Join a music membership website
Online entities like Artlist or Musicbed offer curated royalty-free music for monthly access or single-song licenses. These music selections have all been handpicked for synchronization—meaning a sync license isn’t required for the use of these songs.
In the U.S., any piece of music created in 1923 or earlier exists in the public domain and is therefore unrestricted by copyright. This designation currently only applies to sheet music and other compositions of the music itself, but not sound recordings. As of January 1, 2022, however, sound recordings made before 1923 will also become part of the public domain.
Create your own
Collaborate with local musicians or students from a nearby music school or university to create songs for use in your studio or to have them license you one of their songs for a reasonable fee. There might even be someone in your studio community who you could approach about creating music. “Think about all of the creative people you have in the studio—people who might play instruments or sing,” says Salter.
Angela Mannella-Hoffman, who owns Moore Than Dance in Fridley, Minnesota, worked with her husband, a musician, to create Moving With the Moose, a licensed music and character-driven instructional offering for preschool-aged dancers. Mannella-Hoffman plans to make Moving With the Moose available to other studio owners via a monthly licensing membership by the end of 2020.

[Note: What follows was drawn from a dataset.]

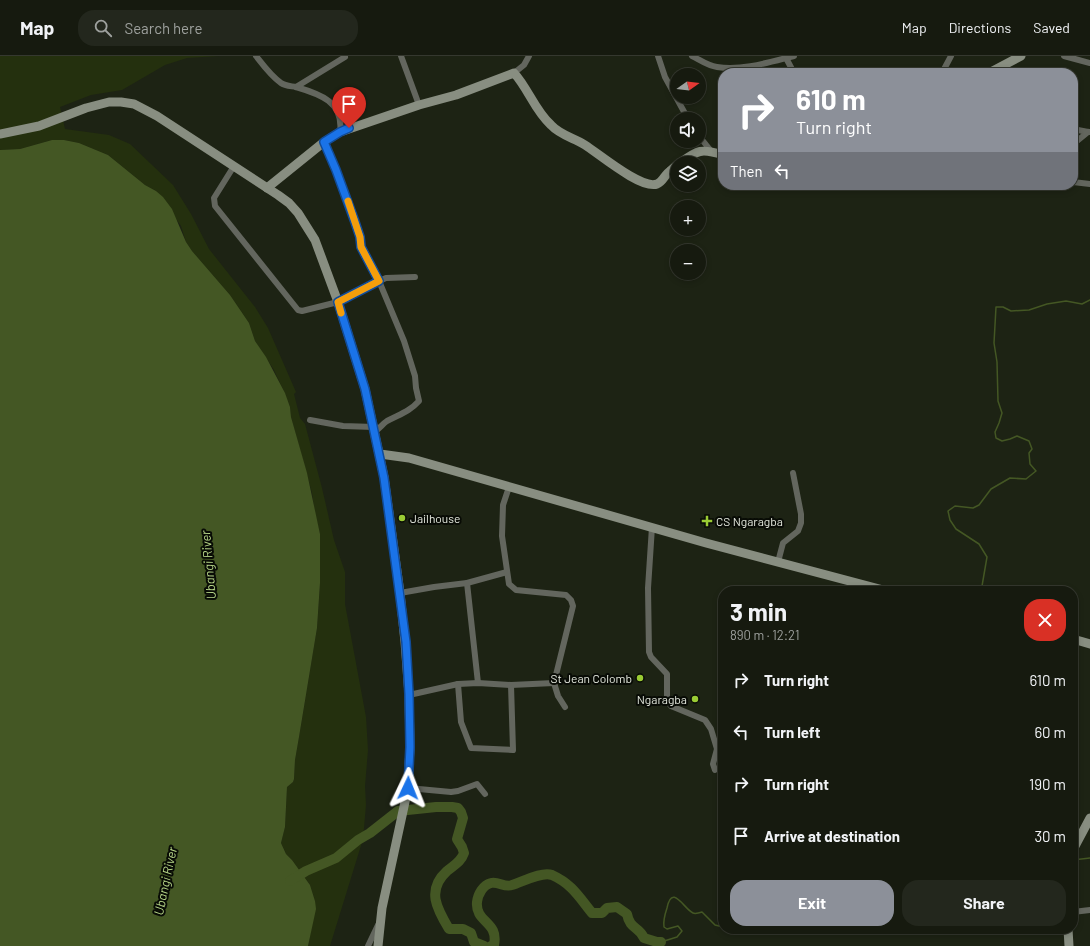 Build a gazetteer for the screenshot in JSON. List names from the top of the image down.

Though creating your own music might sound daunting, Mannella-Hoffman says it’s “absolutely doable,” particularly music for your younger students. “If you think about little kids’ music, it’s just a simple refrain over and over. It’s not Tchaikovsky or some other multilayered thing,” she says. “A lot of dance teachers make up their own rhyme for marching or going across the floor, and this is just an extension of that.” She recommends starting small, using GarageBand or another music-creation platform you can operate from your computer.